Morphological convergence is one of the most striking patterns in evolution. Just among mammals there are spectacular and bizarre examples of distantly related species that share surprisingly similar adaptations. I bet you’ve heard of saber-toothed cats. But what about marsupial saber-toothed cats? Raccoons are surely familiar, but have you heard of raccoon dogs? Or the earless, eyeless oddity that is the golden mole, which somehow looks almost exactly like the equally earless and eyeless notoryctid marsupial mole? My favorite, though, might be the lesser hedgehog tenrec from Madagascar, which bears the same tiny coat of spiked armor as the common hedgehog but is more closely related to an elephant.

Skull from the marsupial saber-toothed “cat” Thylacosmilus.

Skull from a placental saber-toothed cat Smilodon.

Until recently, most scientists studying evolutionary convergence have focused on the converged phenotype (external appearance), but with the arrival of ever-cheaper DNA sequencing technologies, scientists can efficiently study patterns of convergent genotypes across thousands of genes in species that appear to have converged at the phenotypic level.
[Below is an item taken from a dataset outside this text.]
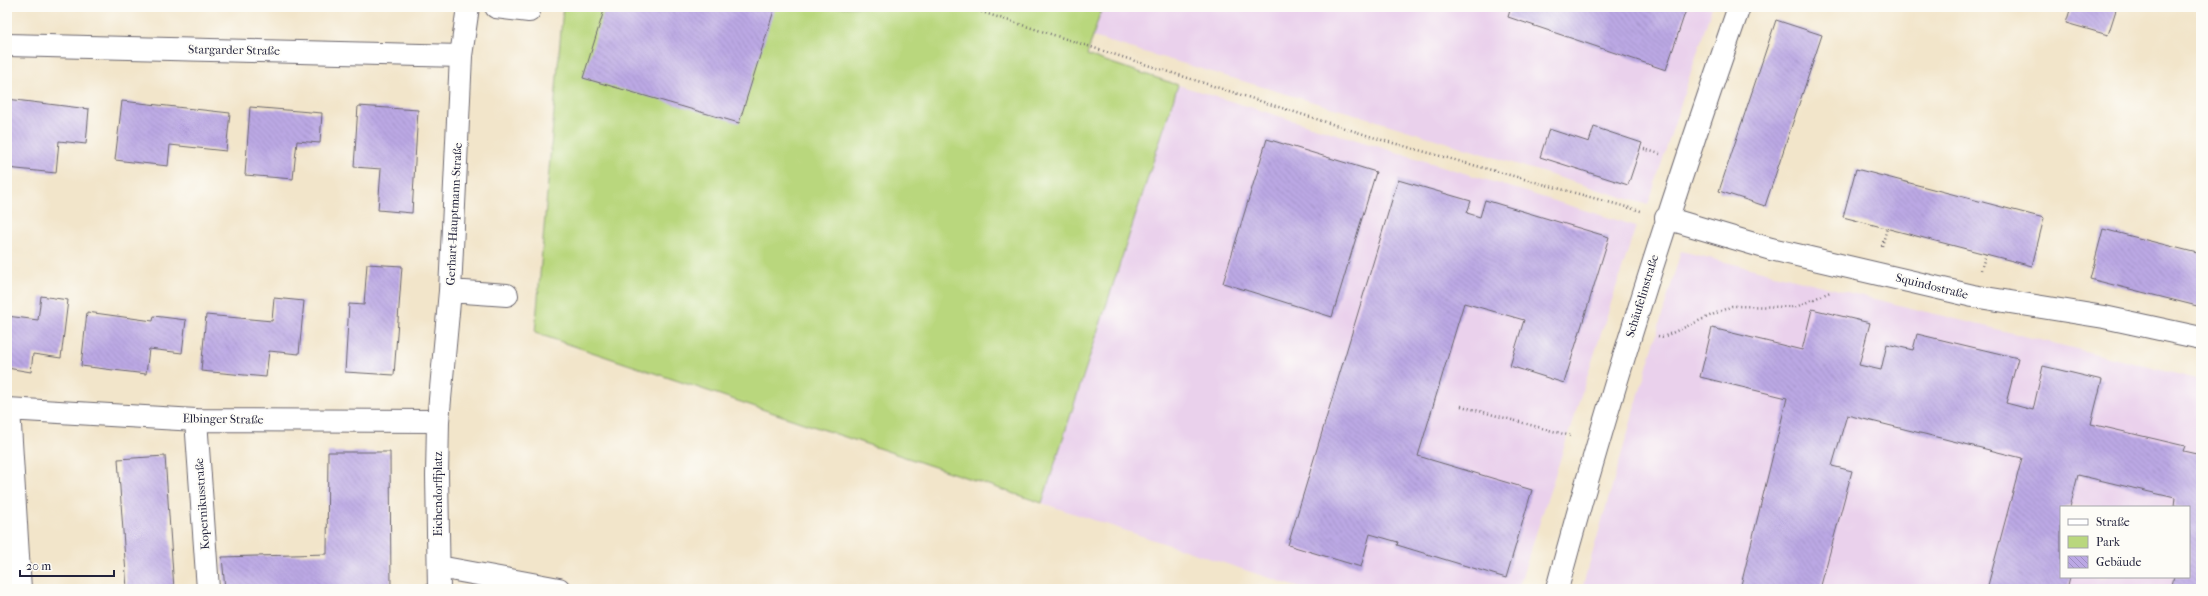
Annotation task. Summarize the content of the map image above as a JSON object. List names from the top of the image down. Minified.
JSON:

Now, I know dancing sharks are the preferred marine species of the moment, but allow me to reignite your interest in some other denizens of the sea. Last month, a team of researchers published a study in Nature examining how genes in three marine mammal lineages might have converged independently on the same solution to the very hard physiological problem of living in the ocean after millions of years evolving on land (Foote et al. 2015). Their results are hardly conclusive but do illustrate a compelling new way to think about and study convergence now that genomes are getting so cheap to produce.